その一言で、シャドウは何か察したらしく、ふと俺に向けていた視線が和らいだ。

「何?本当に兄貴とシテないの?」
「あんまりにも強請るから、その……抜いてやっただけだ」
「マジで?アンタ凄いわ。兄貴のおねだりとか、色気抜群でしょ?無意識なだけにさ…それ我慢できるって、これは相当だぜ」
後悔してないの?と尋ねられ、俺は溜息を吐いた。
「してるよ…。明日、アイツにどんな顔して会えばいいか分からん」
「そっちかよ、全く。
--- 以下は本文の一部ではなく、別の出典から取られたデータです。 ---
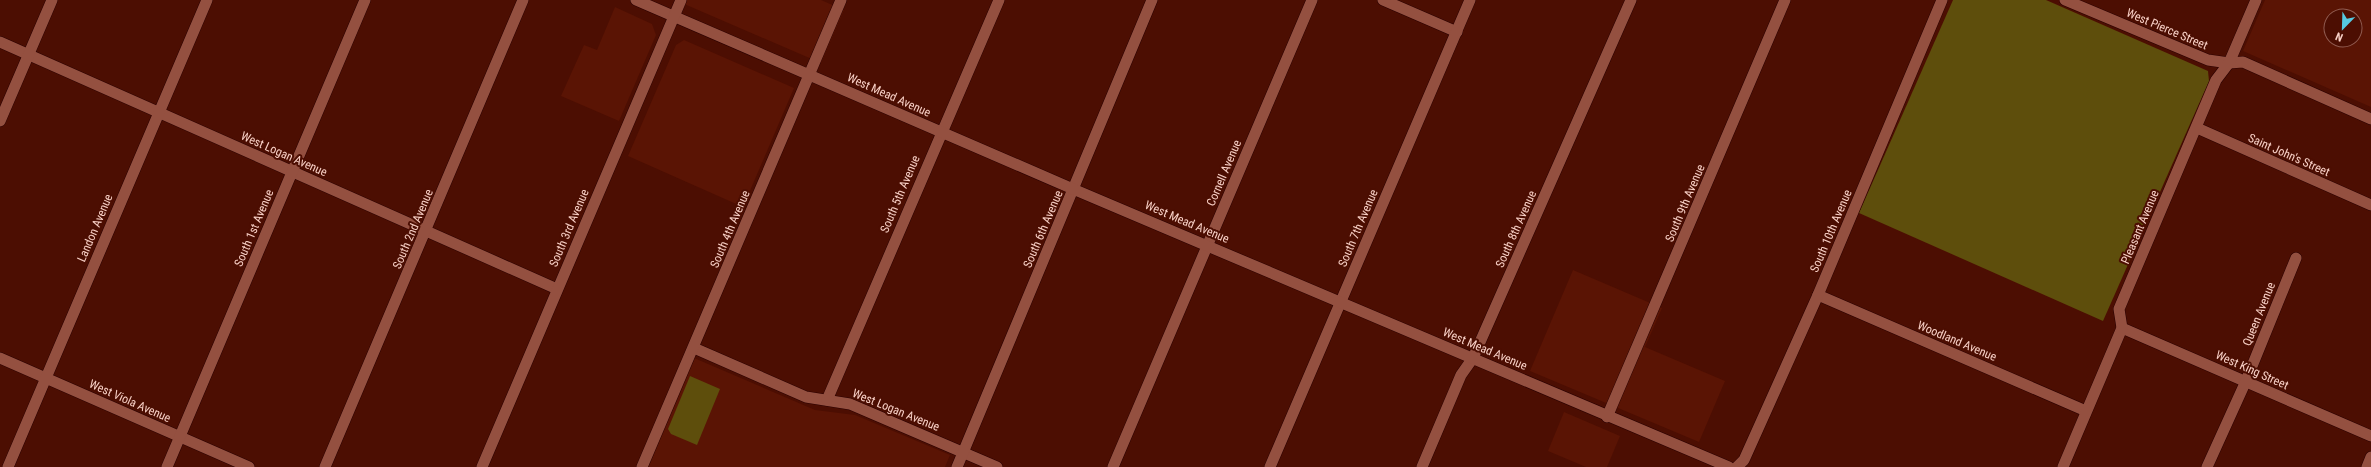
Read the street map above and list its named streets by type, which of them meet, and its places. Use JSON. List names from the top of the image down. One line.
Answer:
{"streets":{"street":["West Pierce Street","West Mead Avenue","West Logan Avenue","Saint John's Street","Cornell Avenue","South 5th Avenue","South 9th Avenue","Pleasant Avenue","Landon Avenue","South 1st Avenue","South 3rd Avenue","South 7th Avenue","South 2nd Avenue","South 4th Avenue","South 6th Avenue","South 8th Avenue","South 10th Avenue","Queen Avenue","Woodland Avenue","West King Street","West Viola Avenue"]},"crossings":[["West Pierce Street","Pleasant Avenue"],["West Mead Avenue","Cornell Avenue"],["West Mead Avenue","South 5th Avenue"],["West Mead Avenue","South 9th Avenue"],["West Mead Avenue","South 3rd Avenue"],["West Mead Avenue","South 7th Avenue"],["West Mead Avenue","South 4th Avenue"],["West Mead Avenue","South 6th Avenue"],["West Mead Avenue","South 8th Avenue"],["West Logan Avenue","South 5th Avenue"],["West Logan Avenue","Landon Avenue"],["West Logan Avenue","South 1st Avenue"],["West Logan Avenue","South 3rd Avenue"],["West Logan Avenue","South 2nd Avenue"],["West Logan Avenue","South 4th Avenue"],["West Logan Avenue","South 6th Avenue"],["Saint John's Street","Pleasant Avenue"],["Pleasant Avenue","West King Street"],["Landon Avenue","West Viola Avenue"],["South 1st Avenue","West Viola Avenue"],["South 10th Avenue","Woodland Avenue"],["Queen Avenue","West King Street"]],"north":"bottom left"}
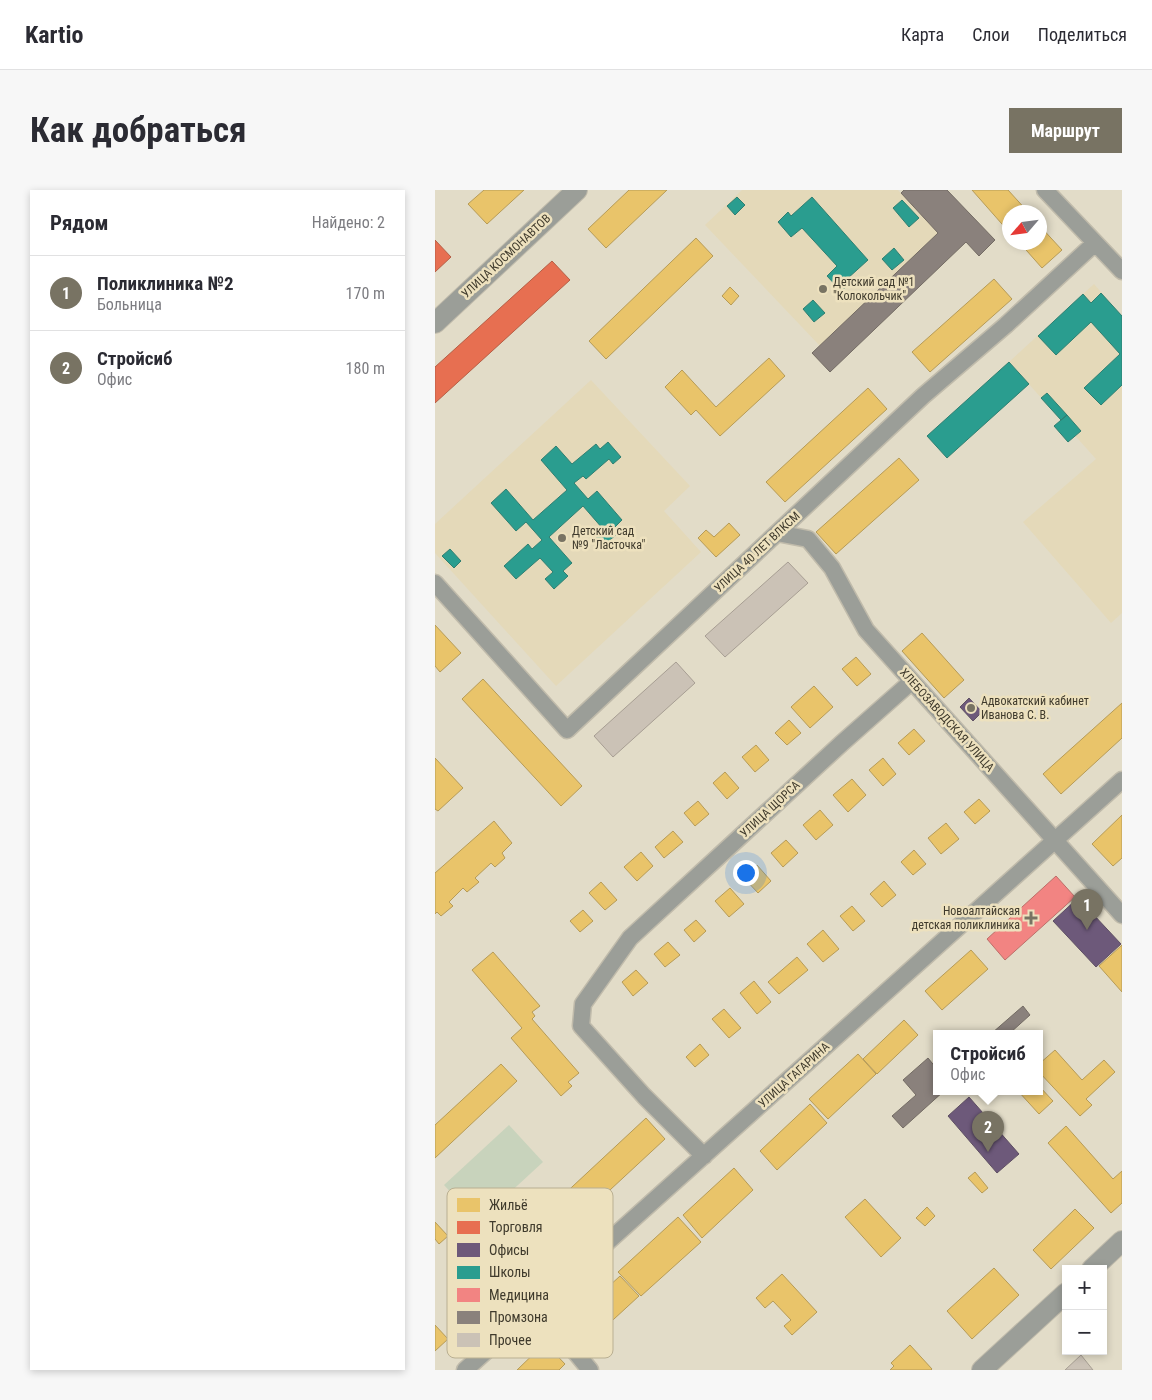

アンタ、相当な過保護な体質だわ……血が繋がってなくても、そこまで家族に思ってくれてるって、凄いよ」
そう言うと、彼は大きな溜息を吐いた。
「だから、兄貴も好きなのかな」
「…………何が?」
「アンタの事だよ!!好きだって言ってただろ?アレ…多分、兄貴の本音だから」
真面目な顔してそう言うシャドウに、俺は固まった。
本音、まさか…そんな訳が。
酔っていた時の、勢いというか…そういうものだと思っていたのだが。
違う……違う…違う、のか?

フリオニールは、まさか本当に俺を……?


「本当に“大好きなお兄ちゃん”だって、思ってるんだろうさ、兄貴は」
「…………は?」
間の抜けた声が上がる俺に対し、シャドウはニヤリと笑いかける。
「何?期待したの?有り得ないでしょ、フリオニール相手でさ」
そう言う相手に、俺は溜息しか出ない。
「言っておくけどさ、アンタが兄貴に対する俺の想いを許してくれないみたいに。俺もアンタの事は許す気ないからな!!」
宣言されて、俺はどうも答える事ができなかった。


翌朝、俺のベッドで目覚めたフリオニールが昨晩の出来事を何も覚えていなかった事に、俺がどれほど安心したか知らない。
もし、覚えていたとしたら……どうなっていただろう?
考えるだけで恐ろしい。
ただ……。
「真意を、問えず仕舞いだな」

お前は俺を、本当に好きなんだろうか?
素面の彼は、きっと答えてはくれない事だろう。

「はぁ…………」
悩みの種、というのはいつでも尽きないものだ……。




後書き
レオン→←フリオ、の誘い受けフリオの後編です。
お兄ちゃんは生真面目にも程があるので、いざとなった時に、罪悪感に押し負けるかな……という結論に至りました。
なんですかね、フリオがヘタレな理由はある意味この義兄が原因なのではないか?と意味もなく思った次第です。
しかし、攻めがこうもドキドキして緊張している光景というのは…あんまり無いパターンなんで、書いてて結構楽しかったのです。